Twelve cigarettes a day


Fewer and fewer Norwegians are smoking. But those who do, are not smoking any less than before.

World No Tobacco Day has been marked in Norway on 31 May every year since 1988. The day was created by the member states of the World Health Organization and until 2007 was known as World No Smoking Day. In 2007, the name was changed to World No Tobacco Day to also include snuff and other tobacco products.

In the 50s: three in four men smoked

As in the rest of the western world, smoking became popular in the years following World War II. By around 1950, three out of four adult men were smokers. At this point, the first study to show a definitive link between smoking and lung cancer was conducted, with Morton Levin in The Journal of the American Medical Association asserting that smokers were twice as likely to get lung cancer as non-smokers.

Statistics Norway started measuring smoking habits in 1973. At that time, 42 per cent of the adult population were daily smokers. Through the 1980s and 90s, the share of smokers remained over 30 per cent, but by 2004 had dropped to 26 per cent. The latest statistics from Statistics Norway show that 13 per cent smoked daily in 2015.

Twelve cigarettes a day

Today's smokers smoke an average of 12 cigarettes a day; just as many as smokers in the 1980s and 90s, according to figures from Statistics Norway published by the Norwegian Institute for Alcohol and Drug Research (SIRUS). Since the 1990s, the number of daily smokers has fallen in all counties. Most smokers are to be found in Finnmark, where they make up 24 per cent of the population - 50 per cent above the national average.

Swedes smoke the least

Sweden has the lowest share of daily smokers in Europe (13 per cent). On average, the share of daily smokers in the EU fell 12 per cent in the period 2002-2012, according to the publication A healthy look at Norway.

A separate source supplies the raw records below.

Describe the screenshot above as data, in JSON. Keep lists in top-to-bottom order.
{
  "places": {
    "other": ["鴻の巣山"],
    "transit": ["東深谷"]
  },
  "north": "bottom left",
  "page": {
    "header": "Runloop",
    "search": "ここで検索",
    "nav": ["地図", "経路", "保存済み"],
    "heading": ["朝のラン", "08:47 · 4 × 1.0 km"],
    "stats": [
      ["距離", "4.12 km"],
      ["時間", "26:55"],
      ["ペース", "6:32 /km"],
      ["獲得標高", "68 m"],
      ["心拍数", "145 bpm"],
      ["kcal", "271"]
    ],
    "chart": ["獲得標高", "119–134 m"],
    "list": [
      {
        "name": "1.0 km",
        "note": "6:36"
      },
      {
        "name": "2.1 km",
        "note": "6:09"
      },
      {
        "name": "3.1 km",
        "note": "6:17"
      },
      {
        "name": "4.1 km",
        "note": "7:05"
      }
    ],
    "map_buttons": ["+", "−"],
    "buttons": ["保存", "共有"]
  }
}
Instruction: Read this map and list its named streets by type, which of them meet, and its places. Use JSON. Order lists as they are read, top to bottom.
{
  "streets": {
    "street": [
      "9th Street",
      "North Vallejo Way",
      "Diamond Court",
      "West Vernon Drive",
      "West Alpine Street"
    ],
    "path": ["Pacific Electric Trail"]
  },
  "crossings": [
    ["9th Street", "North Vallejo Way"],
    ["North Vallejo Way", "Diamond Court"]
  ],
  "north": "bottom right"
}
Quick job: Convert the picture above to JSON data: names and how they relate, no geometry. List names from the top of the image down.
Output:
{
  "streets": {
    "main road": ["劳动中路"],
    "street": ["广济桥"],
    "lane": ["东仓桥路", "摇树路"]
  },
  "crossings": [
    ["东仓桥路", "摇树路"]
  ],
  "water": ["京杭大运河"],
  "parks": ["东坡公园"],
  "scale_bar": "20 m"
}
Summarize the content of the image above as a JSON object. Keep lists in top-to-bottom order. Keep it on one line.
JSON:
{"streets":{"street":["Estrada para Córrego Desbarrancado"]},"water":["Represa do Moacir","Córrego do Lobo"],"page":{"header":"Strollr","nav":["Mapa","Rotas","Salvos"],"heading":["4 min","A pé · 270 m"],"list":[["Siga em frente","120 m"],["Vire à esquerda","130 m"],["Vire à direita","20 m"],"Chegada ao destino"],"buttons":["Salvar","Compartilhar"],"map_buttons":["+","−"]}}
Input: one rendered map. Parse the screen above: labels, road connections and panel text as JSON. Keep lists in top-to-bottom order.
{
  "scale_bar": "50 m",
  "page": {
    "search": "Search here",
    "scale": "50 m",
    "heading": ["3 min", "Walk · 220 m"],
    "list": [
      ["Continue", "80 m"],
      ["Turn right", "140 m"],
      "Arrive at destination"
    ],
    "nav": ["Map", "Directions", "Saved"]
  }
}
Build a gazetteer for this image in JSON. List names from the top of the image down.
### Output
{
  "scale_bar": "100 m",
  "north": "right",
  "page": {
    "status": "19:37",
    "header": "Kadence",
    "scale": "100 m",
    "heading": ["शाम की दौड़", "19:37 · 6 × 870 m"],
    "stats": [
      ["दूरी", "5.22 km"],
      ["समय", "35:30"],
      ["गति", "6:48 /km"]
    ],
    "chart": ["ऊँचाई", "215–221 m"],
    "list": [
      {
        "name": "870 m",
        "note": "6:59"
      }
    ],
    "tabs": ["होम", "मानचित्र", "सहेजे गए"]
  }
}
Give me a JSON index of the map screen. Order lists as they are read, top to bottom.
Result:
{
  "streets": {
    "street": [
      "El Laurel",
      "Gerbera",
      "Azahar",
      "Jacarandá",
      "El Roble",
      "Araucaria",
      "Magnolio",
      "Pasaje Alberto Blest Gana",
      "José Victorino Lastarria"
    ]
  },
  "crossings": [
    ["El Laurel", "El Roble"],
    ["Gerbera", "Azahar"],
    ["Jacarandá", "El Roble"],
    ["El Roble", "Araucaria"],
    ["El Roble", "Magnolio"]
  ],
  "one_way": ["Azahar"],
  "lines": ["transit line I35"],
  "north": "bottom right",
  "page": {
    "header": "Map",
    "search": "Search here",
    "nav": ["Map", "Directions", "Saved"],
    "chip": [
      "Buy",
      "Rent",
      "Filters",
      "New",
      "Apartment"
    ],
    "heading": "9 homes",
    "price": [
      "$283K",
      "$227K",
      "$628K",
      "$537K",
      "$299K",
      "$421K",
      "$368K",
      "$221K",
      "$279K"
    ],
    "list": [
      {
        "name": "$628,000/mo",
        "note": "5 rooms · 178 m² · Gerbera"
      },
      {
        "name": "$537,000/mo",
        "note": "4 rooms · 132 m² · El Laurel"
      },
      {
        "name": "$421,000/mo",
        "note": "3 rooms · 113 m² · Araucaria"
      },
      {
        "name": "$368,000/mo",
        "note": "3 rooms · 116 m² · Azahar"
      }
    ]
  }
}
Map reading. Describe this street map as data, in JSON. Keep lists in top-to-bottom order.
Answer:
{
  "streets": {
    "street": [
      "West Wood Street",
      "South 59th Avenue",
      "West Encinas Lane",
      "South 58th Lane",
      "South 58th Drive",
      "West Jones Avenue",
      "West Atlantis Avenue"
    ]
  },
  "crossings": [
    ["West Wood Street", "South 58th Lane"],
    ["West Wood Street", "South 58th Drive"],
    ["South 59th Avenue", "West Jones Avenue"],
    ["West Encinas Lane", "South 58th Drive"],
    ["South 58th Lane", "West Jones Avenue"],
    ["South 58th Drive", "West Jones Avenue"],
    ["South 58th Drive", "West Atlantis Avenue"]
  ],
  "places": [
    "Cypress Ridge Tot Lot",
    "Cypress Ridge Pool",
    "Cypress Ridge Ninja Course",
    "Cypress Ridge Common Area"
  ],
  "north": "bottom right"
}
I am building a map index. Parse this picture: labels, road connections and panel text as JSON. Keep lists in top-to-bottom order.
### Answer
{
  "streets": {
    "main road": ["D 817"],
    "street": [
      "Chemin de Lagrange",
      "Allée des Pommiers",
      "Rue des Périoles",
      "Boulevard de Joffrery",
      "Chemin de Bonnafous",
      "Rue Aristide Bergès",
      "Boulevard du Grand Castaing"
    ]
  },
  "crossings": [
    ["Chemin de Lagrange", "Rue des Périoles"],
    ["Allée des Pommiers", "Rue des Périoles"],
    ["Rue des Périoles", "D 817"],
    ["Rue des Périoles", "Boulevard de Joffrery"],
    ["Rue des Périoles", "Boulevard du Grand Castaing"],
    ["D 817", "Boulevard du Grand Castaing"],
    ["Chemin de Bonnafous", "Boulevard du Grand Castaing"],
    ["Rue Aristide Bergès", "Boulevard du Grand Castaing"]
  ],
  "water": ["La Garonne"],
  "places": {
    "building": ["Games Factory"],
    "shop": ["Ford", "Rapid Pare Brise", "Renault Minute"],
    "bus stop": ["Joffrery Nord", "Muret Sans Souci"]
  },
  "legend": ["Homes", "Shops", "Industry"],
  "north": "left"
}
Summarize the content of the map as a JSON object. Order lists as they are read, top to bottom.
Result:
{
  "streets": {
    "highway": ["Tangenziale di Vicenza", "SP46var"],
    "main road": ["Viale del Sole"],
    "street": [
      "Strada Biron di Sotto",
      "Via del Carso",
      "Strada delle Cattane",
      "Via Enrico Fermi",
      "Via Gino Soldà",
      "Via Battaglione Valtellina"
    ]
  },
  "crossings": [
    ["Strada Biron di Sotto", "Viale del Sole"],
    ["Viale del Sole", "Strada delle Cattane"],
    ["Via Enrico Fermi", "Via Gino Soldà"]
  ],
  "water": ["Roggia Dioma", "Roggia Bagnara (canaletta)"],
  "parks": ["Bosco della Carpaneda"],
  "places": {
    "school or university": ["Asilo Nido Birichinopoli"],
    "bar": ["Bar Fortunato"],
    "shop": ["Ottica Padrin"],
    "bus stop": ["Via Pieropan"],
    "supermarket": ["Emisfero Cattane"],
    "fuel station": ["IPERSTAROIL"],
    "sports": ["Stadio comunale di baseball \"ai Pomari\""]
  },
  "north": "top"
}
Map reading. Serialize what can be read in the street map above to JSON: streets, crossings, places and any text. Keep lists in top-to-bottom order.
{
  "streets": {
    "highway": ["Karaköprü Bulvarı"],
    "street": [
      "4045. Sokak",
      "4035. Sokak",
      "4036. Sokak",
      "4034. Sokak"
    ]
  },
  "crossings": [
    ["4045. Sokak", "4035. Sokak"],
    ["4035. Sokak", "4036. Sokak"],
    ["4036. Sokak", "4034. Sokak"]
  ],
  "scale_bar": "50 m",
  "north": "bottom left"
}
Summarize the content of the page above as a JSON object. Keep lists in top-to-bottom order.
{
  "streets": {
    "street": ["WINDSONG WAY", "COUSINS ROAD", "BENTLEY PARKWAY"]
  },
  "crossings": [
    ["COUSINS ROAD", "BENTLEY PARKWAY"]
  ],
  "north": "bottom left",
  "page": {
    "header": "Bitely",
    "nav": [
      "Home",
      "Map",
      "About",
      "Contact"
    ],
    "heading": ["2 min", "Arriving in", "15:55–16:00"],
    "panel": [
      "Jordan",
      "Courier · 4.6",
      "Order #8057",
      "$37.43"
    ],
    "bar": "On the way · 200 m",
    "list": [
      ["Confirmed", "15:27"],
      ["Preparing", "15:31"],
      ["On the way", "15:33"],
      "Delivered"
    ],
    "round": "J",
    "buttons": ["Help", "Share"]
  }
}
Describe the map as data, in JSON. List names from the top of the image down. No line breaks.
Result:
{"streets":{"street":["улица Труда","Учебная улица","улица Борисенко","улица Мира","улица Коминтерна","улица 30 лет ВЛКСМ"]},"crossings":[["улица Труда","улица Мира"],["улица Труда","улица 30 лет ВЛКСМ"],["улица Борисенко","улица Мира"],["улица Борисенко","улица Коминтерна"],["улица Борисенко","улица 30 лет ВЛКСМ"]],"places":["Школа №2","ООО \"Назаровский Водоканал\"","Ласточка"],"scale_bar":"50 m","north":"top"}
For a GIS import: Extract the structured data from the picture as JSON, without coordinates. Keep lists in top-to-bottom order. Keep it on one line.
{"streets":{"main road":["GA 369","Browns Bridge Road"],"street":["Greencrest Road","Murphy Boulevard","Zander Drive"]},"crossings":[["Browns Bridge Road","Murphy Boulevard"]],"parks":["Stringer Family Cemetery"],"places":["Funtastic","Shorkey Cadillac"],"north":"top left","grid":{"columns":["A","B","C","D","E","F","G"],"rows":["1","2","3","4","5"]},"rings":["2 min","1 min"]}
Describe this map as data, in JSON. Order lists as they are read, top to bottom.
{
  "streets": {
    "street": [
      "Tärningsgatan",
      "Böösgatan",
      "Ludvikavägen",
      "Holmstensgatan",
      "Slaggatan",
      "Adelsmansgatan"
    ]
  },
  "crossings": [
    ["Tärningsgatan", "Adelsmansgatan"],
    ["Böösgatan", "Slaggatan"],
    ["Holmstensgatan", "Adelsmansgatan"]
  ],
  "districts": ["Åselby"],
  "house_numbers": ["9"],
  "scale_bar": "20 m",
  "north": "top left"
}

Greece has the largest share of daily smokers in Europe, with 39 per cent of the population. Other countries with a large number of daily smokers include Croatia and Bulgaria.

No particular increase in snuff use

Despite the fact that snuff has grown in popularity in recent years, the share of daily users in Norway has not increased especially since 2012. In 2014, 9 per cent of the adult Norwegian population between the ages of 16 and 74 were daily snuff users. The largest share of snuff users is among young men (23 per cent).

Snuff was banned in EU countries in 1992. Sweden was exempt from this ban, however, when it joined the EU in 1995.